Tiger expose almost never happened
It's a game of inches, sports fans. (That's Cliche # 11 in the sportswriter's playbook. You can look it up.) Still, it's a cliche for a simple reason--it's true. The fascinating story of the day, more fascinating than Tiger Woods reading his statement in Florida, is how the National Enquirer almost didn't break the Tiger Tail scandal story.
ESPN's E:60's Ben Houser has the behind-the scenes tale courtesy of Barry Levine, the executive editor of the National Enquirer. The most interesting tidbits in this piece are that the Enquirer wasn't terribly interested in Woods originally, and didn't have the mistress story nailed down until it uncovered the incontrovertible evidence that hostess Rachel Uchitel's plane ticket to Australia was purchased by a friend of Tiger.

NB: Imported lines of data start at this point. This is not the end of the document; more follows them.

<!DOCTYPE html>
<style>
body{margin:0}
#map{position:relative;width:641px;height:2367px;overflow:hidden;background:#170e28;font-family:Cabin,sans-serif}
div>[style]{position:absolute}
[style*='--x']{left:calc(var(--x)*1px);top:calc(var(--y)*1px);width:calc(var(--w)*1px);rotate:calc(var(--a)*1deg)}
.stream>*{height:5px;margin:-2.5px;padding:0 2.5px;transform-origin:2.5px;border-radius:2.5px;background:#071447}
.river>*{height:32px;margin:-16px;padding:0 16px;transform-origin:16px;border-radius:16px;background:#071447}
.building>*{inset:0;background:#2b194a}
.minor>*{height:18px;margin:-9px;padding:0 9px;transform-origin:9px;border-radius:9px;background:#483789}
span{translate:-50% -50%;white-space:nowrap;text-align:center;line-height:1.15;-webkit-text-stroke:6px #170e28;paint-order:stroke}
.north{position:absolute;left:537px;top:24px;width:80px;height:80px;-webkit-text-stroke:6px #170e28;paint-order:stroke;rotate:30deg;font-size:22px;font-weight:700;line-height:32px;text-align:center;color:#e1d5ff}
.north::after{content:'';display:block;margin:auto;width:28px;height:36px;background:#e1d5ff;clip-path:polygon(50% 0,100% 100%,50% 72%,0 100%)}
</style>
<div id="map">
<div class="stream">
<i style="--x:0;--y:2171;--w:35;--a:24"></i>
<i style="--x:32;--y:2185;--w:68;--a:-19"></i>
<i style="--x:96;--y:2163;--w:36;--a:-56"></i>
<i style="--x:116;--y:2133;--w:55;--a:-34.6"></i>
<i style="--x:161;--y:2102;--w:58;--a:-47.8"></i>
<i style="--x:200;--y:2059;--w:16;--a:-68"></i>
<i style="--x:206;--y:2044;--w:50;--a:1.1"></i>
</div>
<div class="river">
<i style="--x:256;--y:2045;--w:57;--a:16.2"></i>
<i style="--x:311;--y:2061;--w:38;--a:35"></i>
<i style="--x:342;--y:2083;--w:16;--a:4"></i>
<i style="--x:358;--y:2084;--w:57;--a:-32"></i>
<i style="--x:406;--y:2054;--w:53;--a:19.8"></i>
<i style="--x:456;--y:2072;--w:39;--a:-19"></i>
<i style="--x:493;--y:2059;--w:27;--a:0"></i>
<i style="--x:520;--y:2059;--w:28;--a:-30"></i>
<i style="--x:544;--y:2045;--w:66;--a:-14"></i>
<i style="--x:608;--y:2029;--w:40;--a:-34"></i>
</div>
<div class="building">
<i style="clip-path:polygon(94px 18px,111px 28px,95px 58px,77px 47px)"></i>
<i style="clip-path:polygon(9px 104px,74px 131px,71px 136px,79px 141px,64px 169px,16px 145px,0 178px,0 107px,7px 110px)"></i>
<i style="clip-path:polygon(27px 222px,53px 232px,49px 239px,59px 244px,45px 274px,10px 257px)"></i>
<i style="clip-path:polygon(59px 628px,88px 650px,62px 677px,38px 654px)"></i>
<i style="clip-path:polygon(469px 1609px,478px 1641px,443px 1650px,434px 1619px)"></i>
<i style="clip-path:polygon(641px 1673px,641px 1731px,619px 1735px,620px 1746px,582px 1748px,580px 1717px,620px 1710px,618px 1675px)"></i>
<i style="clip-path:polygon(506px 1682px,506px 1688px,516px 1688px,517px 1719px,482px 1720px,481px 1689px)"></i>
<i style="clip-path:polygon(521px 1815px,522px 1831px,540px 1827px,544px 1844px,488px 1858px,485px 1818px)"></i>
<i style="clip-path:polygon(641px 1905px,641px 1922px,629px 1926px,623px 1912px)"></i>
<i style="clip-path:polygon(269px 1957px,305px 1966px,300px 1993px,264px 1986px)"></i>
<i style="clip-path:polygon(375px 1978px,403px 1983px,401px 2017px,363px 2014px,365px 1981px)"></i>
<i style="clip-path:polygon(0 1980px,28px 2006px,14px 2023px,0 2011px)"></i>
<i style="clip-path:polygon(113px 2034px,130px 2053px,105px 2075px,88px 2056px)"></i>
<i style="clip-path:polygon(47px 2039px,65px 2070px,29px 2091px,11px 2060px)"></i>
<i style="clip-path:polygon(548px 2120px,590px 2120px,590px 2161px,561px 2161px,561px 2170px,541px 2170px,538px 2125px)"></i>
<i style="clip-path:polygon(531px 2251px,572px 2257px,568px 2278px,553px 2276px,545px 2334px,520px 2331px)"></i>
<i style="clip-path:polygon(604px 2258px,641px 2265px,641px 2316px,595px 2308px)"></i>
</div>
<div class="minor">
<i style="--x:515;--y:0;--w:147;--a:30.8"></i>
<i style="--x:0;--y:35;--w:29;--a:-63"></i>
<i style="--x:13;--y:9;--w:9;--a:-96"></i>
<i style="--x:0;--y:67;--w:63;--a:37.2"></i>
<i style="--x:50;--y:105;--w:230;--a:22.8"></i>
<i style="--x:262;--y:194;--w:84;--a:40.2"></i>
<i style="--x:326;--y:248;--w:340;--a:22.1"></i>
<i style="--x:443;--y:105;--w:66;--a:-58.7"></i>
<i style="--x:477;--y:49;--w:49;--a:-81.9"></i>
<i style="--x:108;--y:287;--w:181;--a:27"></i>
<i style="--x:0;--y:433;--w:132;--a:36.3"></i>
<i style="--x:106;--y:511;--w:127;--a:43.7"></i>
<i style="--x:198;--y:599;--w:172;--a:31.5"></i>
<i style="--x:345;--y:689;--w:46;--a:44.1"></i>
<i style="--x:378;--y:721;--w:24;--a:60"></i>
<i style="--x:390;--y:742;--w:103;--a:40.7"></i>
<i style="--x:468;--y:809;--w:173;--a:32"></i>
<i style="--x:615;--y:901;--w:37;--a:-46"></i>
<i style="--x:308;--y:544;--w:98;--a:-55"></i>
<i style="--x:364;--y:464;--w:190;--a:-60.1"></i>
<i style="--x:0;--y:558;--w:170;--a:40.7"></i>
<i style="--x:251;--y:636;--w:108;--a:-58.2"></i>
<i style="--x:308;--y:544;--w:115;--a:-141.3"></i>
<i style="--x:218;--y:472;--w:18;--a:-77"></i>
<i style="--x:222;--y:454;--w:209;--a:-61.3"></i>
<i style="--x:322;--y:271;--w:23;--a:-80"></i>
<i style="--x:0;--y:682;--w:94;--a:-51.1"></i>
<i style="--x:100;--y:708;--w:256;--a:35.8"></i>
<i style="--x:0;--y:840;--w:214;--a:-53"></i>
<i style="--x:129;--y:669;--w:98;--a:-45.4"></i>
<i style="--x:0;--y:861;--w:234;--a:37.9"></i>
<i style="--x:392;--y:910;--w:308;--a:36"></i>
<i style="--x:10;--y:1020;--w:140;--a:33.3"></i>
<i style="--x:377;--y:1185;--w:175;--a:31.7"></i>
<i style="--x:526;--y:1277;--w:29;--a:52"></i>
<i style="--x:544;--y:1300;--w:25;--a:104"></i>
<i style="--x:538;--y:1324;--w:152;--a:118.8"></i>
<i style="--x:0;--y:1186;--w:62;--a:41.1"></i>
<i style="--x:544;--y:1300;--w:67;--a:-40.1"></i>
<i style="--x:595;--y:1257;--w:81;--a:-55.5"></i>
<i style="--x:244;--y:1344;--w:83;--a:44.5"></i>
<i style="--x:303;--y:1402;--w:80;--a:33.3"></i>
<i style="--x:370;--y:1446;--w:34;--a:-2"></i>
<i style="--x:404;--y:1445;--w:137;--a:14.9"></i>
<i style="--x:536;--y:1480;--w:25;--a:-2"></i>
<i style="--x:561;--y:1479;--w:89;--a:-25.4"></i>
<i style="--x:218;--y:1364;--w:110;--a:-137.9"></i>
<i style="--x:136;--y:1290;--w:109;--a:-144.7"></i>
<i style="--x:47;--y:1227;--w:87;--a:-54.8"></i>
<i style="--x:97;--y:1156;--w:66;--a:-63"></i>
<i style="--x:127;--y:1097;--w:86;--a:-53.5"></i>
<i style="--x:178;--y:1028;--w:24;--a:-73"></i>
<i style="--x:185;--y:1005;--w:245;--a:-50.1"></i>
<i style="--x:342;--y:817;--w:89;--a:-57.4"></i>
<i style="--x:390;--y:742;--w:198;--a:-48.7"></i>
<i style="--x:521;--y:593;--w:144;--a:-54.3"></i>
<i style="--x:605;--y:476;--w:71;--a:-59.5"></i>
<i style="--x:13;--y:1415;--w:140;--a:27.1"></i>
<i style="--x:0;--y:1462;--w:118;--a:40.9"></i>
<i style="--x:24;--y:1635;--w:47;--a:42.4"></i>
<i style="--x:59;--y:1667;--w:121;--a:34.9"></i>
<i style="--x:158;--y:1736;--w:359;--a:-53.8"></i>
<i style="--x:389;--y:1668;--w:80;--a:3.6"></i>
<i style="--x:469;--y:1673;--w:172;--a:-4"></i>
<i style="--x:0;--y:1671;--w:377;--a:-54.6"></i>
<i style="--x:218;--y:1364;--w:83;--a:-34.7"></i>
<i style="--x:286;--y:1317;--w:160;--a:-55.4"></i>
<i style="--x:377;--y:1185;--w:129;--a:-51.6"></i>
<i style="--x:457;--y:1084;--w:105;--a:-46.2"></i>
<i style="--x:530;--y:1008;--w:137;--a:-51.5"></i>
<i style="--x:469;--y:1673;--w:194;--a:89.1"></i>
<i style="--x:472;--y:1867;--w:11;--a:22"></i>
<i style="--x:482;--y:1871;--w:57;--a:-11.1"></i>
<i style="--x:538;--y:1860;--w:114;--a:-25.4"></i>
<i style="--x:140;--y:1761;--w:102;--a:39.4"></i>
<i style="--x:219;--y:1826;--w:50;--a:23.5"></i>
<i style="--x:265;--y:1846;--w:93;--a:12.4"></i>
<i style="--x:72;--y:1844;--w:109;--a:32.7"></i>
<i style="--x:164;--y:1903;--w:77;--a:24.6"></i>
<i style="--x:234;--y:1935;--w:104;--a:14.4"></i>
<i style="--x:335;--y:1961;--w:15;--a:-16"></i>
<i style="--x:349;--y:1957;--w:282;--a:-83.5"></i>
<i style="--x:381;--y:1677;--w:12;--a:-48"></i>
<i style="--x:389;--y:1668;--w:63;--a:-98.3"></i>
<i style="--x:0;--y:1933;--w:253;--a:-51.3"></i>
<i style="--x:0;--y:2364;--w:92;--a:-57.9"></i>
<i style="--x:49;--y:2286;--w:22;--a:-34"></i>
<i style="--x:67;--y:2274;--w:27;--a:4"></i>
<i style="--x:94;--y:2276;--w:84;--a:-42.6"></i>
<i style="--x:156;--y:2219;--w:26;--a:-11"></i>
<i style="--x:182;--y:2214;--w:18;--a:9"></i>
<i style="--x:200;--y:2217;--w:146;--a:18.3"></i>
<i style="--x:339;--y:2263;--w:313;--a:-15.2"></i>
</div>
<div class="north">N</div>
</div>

"Tiger Woods is a global celebrity," Levine said, "but he wasn't the type of individual we followed. He's not Brad and Angelina. He's not Oprah. He's not out like Paris Hilton and Lindsay Lohan at the clubs. The fact is Tiger has always led a relatively squeaky-clean lifestyle … so when that first tip came in to us in September that he was involved in an extramarital affair, certainly it kind of caught us by surprise.
"The story blew up in Australia where we caught the woman [Rachel Uchitel] going up to Woods' hotel suite and visiting him there and that's when we first went to her for comment," Levine said. "When we finally confronted Rachel she denied going to Australia to meet Tiger Woods. She said she had met him once at a nightclub because she worked as a hostess, as an events planner at a nightclub and once or twice bumped into Tiger. In fact she told me on the telephone a few days later that she had lied. She was obviously trying to conduct damage control so we knew we had caught her wrapped up in a series of lies about her relationship with Tiger Woods."
Eventually the National Enquirer went to Woods for comment. His lawyers responded that he and Uchitel met in a nightclub, but there was no relationship. Woods' denial happened several weeks before Thanksgiving and the tabloid planned to go with the story a week before Thanksgiving while Tiger was at a tournament in Dubai.
"We held an editorial conference about the story," Levine said. "Our senior editors and our lawyers said, Let's give it another week. The irony is that had we published the story the week before, the infamous car accident might never have happened because Tiger would have been in Dubai and his wife might have challenged him on the story but it might have been done by phone.
"So there might not have been this explosive argument that occurred late on Thanksgiving night. If the car accident never happened the mainstream media might not have jumped on the story and the details of the scandal and all these women may not have surfaced."
By waiting a week, one of Levine's reporters learned that Uchitel's trip was paid for by one of Tiger's companies. "That was a bombshell because we had actual link that Tiger Woods had paid for her trip," Levine said.